Records:
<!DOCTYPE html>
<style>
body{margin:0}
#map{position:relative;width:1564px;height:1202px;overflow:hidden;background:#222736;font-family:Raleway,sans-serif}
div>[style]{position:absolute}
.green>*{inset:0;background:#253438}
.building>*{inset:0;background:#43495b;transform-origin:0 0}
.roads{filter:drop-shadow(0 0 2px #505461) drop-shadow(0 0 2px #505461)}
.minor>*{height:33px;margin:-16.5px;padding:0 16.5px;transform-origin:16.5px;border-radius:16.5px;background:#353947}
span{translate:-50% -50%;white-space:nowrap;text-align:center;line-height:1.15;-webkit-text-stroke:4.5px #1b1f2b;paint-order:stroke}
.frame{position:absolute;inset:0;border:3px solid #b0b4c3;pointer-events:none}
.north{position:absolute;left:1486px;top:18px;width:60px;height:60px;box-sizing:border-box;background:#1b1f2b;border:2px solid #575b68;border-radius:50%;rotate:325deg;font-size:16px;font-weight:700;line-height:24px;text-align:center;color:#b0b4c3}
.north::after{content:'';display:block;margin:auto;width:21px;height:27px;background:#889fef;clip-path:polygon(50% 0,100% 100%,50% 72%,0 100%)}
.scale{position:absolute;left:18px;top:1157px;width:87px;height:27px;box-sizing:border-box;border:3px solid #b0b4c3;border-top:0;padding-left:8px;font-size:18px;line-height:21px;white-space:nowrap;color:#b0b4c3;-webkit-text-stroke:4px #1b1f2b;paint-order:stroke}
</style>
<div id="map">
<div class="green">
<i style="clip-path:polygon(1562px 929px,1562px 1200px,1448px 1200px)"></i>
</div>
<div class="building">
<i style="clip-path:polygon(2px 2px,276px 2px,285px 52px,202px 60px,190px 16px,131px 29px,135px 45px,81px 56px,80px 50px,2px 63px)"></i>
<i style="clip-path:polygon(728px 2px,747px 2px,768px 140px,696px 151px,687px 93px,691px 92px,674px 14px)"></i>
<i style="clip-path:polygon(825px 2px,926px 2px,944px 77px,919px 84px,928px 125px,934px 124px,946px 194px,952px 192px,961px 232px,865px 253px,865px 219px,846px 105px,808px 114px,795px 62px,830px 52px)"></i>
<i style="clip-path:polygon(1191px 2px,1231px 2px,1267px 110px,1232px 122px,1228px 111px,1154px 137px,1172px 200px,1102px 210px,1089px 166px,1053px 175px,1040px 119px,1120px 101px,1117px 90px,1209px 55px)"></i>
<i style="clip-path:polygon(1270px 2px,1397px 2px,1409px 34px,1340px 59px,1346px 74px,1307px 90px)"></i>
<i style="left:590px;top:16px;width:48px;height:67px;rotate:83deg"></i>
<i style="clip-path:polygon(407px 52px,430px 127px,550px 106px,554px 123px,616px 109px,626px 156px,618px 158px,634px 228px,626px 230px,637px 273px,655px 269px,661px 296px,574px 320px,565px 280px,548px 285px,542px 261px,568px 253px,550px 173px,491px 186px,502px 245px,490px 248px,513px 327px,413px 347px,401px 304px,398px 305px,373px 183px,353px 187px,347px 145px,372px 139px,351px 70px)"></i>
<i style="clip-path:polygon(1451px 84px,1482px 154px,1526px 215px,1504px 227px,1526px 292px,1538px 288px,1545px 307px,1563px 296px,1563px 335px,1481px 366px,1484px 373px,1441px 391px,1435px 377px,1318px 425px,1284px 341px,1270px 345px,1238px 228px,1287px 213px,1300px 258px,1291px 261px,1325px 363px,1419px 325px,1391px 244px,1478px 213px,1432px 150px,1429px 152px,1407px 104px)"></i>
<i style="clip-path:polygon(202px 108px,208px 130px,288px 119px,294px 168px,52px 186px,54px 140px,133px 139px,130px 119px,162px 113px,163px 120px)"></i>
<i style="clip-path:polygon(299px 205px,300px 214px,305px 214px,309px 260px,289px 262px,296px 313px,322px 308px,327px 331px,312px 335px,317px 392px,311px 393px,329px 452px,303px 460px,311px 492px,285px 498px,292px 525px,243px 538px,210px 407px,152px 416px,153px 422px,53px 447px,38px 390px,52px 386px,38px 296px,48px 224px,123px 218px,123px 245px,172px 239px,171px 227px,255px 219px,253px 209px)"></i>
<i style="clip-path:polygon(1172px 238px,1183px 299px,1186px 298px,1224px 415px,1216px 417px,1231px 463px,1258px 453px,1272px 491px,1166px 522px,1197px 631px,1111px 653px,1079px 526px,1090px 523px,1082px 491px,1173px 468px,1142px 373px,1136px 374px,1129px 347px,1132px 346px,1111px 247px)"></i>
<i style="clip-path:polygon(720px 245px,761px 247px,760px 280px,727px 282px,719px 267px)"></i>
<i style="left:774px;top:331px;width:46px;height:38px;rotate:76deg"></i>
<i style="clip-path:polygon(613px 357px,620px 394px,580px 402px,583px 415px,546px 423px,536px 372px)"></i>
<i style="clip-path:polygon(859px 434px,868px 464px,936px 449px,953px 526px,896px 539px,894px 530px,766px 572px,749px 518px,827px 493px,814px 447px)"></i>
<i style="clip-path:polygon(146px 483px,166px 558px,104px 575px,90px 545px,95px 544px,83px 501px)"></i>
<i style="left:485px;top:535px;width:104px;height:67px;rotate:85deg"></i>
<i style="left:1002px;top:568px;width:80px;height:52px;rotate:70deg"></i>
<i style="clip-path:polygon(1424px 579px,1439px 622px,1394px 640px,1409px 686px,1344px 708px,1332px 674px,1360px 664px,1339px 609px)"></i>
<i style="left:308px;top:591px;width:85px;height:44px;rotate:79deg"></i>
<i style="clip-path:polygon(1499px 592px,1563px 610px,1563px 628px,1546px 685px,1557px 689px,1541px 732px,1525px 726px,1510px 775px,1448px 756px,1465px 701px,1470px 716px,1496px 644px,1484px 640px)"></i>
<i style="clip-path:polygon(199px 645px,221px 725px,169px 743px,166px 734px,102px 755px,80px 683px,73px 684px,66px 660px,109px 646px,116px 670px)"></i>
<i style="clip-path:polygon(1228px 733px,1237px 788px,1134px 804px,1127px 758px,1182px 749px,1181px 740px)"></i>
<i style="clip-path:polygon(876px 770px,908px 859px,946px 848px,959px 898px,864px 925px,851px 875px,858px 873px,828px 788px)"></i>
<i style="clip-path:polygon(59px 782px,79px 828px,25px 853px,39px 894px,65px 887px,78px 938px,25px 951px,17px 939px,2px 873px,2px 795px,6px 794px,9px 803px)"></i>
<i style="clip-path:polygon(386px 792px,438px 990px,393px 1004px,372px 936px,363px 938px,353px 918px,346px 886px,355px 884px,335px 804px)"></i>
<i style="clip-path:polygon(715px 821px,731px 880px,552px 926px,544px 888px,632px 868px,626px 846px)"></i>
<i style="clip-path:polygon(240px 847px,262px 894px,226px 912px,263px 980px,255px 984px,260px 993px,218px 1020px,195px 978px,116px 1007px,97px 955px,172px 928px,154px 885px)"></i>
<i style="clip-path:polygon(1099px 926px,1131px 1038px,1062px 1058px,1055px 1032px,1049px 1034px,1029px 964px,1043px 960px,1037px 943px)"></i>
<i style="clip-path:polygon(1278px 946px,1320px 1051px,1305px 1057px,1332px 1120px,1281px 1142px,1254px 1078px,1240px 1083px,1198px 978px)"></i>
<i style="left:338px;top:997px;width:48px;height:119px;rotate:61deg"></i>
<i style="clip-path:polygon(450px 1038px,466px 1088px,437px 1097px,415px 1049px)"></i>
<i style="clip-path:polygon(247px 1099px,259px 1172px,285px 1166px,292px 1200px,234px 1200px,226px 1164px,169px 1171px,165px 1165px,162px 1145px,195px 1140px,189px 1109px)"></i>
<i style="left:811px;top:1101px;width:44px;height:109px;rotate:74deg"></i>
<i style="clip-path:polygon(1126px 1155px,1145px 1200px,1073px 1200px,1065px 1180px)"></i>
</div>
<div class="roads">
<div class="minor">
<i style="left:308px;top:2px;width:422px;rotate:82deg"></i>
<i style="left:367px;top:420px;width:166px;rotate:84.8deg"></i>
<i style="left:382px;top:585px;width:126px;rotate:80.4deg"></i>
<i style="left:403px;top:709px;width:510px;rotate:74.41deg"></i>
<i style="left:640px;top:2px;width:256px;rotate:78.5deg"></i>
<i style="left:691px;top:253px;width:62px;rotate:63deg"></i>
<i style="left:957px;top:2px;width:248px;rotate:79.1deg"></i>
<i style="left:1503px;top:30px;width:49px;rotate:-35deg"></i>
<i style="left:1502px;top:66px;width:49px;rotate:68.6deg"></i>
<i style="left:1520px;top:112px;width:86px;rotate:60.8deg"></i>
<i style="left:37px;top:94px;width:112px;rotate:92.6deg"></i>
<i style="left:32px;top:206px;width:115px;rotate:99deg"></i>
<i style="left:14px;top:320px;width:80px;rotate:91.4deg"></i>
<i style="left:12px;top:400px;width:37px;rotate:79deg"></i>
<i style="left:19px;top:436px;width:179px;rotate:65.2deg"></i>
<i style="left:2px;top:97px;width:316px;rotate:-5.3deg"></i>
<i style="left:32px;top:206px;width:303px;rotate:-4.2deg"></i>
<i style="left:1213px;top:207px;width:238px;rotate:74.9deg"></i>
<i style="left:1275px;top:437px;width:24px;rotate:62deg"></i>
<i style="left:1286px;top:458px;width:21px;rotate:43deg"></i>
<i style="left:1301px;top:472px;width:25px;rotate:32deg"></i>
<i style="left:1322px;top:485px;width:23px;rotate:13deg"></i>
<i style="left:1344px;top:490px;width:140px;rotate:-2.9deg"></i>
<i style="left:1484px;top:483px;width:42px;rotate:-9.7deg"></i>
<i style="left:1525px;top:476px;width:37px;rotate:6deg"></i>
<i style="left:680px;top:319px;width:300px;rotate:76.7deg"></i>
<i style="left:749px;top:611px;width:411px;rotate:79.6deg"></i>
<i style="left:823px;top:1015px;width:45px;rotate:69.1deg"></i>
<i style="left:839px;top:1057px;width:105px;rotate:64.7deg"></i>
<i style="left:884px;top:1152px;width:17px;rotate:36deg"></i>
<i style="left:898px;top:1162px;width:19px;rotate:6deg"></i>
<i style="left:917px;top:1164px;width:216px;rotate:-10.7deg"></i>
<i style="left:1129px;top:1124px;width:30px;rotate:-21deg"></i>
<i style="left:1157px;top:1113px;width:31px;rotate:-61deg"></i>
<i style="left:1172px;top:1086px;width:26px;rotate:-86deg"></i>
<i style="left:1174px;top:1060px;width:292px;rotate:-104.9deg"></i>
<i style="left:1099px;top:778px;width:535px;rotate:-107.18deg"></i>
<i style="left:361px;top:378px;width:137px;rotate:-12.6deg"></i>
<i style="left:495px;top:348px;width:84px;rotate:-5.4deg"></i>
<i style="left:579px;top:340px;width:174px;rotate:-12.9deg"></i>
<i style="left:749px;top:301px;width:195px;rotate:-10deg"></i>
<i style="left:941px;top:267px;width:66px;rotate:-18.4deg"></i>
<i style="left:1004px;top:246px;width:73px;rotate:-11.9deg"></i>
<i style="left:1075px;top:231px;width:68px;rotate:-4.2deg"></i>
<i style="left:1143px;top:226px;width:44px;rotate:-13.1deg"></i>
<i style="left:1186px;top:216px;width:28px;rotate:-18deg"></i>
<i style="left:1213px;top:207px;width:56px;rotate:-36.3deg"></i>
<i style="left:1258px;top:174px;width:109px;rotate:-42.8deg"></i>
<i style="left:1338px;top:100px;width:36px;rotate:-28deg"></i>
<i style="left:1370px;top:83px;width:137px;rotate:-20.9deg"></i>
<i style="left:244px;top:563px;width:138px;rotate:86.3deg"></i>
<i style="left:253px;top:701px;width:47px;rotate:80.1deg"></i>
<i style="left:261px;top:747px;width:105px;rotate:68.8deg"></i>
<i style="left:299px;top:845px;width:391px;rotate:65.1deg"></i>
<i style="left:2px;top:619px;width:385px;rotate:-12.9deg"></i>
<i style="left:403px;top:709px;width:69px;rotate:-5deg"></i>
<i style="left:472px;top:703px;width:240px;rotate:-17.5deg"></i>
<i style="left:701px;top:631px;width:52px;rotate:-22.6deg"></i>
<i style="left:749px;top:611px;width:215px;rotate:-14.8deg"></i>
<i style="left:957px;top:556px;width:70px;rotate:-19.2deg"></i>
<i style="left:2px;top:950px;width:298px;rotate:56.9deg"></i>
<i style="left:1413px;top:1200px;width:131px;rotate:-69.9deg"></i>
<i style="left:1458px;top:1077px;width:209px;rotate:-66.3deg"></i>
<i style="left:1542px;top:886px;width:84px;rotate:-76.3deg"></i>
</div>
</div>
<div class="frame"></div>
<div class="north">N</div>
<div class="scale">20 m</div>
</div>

What the exercise asks:
For each line above that carries the word "green", copy it out.

Answer:
.green>*{inset:0;background:#253438}
<div class="green">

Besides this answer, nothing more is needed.